◆ ABOUT THIS TASK: Every line below that includes the word "Sort" needs to be copied.

[Collected data]

________________

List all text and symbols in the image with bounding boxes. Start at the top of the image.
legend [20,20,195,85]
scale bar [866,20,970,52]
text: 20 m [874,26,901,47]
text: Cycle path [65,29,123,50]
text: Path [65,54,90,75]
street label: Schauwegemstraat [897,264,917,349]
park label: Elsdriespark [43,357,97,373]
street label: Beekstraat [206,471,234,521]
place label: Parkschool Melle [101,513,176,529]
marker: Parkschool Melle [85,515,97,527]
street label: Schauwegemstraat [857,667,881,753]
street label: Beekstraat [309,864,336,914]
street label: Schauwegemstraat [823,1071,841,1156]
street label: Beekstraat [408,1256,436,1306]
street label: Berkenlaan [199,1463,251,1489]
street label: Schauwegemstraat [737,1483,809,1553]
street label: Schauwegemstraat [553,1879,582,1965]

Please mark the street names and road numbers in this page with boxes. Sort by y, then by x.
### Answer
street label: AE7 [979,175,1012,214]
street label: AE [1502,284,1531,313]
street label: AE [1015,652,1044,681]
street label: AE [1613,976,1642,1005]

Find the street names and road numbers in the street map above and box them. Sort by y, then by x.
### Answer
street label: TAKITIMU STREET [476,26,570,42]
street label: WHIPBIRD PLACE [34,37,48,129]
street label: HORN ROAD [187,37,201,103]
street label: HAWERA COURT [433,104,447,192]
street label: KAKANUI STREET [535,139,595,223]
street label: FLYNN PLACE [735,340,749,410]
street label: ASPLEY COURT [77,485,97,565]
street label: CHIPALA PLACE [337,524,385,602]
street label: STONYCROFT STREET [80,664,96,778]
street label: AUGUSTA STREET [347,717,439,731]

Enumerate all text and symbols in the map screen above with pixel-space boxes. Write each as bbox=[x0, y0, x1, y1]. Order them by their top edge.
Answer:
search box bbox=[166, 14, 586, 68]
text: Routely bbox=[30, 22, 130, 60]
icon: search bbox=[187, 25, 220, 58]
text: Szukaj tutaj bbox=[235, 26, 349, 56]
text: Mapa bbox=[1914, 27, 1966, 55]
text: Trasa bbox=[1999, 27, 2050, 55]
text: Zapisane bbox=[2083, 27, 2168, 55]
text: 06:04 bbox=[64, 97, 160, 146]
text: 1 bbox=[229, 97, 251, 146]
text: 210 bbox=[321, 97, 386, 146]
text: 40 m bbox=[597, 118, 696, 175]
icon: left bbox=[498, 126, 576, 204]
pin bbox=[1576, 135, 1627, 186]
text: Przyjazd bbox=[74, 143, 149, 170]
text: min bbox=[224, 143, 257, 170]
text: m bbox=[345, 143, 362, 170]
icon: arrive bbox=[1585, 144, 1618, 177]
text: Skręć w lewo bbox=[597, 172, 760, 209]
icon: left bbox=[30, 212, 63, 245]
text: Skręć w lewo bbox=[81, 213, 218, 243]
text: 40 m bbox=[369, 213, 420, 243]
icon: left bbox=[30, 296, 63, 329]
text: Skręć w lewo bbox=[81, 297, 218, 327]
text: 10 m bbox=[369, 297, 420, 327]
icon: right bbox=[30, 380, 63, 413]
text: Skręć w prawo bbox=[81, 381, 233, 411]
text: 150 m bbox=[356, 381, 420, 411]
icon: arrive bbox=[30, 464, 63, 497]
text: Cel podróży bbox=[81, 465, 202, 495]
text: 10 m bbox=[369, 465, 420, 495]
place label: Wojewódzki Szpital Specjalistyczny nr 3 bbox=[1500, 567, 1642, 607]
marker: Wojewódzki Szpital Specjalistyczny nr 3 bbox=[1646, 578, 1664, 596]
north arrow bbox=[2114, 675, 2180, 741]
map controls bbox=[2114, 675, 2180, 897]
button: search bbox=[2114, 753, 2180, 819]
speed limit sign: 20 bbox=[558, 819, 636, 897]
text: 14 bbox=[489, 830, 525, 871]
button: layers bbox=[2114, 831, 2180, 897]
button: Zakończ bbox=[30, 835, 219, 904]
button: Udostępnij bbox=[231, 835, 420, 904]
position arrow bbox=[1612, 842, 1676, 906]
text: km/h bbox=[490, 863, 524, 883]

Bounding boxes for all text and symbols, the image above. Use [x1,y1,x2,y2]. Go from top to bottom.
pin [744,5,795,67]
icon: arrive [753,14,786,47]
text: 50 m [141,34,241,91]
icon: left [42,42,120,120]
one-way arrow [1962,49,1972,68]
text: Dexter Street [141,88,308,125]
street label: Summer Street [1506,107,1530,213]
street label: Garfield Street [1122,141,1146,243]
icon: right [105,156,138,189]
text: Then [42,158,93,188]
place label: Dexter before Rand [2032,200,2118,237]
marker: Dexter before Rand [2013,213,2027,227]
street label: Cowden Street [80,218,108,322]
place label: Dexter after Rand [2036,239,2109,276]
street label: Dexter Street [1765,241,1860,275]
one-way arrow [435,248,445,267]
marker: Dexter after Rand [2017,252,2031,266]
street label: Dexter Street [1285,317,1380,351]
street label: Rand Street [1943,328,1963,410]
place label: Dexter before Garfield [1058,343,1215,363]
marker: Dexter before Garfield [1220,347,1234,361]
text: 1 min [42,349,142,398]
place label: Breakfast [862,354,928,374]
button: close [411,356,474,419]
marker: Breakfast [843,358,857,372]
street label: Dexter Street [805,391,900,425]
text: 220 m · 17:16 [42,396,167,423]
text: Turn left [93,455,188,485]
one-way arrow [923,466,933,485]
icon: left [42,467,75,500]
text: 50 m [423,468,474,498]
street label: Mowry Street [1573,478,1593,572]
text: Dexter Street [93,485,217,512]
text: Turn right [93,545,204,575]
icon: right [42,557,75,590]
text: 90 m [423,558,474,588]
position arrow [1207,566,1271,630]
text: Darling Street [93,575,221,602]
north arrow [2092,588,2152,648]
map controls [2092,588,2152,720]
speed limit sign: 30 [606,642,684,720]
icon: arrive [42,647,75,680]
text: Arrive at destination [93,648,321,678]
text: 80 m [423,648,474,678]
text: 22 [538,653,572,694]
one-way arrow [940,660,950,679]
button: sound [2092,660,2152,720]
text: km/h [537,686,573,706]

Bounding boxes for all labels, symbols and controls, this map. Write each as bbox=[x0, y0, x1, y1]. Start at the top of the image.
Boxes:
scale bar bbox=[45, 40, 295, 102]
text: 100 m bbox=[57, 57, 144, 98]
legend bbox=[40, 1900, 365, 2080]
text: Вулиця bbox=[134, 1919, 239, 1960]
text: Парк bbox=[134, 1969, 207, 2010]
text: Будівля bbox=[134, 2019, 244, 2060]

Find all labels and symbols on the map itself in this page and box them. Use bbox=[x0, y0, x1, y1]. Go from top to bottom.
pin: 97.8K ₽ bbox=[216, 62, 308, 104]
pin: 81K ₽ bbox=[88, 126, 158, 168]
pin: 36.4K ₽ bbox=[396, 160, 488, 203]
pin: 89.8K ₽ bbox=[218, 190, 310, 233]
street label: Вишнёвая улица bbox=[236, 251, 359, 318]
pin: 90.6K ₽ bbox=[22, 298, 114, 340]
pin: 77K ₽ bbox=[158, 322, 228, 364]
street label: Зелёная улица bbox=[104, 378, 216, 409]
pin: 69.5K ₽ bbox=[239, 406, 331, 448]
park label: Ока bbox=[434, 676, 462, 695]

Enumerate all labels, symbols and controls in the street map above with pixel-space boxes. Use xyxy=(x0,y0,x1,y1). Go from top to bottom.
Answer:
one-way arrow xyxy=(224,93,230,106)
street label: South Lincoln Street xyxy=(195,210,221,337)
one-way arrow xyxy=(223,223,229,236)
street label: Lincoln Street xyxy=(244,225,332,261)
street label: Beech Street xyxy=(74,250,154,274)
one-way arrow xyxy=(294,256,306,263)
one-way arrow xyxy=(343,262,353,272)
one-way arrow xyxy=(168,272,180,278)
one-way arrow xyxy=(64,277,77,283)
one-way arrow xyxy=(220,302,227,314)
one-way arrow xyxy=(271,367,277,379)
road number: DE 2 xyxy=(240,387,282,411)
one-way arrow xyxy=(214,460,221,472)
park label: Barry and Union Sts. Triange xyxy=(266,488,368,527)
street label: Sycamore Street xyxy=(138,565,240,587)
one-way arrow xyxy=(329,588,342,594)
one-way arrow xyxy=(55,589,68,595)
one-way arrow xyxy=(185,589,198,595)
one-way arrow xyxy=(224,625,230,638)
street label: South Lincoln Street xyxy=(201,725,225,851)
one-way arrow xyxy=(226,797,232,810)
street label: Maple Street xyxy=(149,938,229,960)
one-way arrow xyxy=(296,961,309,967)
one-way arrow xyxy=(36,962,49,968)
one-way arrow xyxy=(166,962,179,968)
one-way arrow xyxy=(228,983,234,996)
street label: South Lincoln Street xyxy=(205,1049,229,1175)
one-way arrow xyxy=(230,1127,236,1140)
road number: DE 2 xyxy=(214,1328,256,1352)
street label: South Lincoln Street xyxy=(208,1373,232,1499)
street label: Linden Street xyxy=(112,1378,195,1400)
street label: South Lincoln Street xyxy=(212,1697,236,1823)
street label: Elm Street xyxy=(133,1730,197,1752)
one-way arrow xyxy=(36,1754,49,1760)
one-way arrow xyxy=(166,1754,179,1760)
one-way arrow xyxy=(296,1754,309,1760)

________________

◆ OUTPUT BELOW:
Please mark the street names and road numbers in this page with boxes. Sort by y, then by x.
Find the street names and road numbers in the street map above and box them. Sort by y, then by x.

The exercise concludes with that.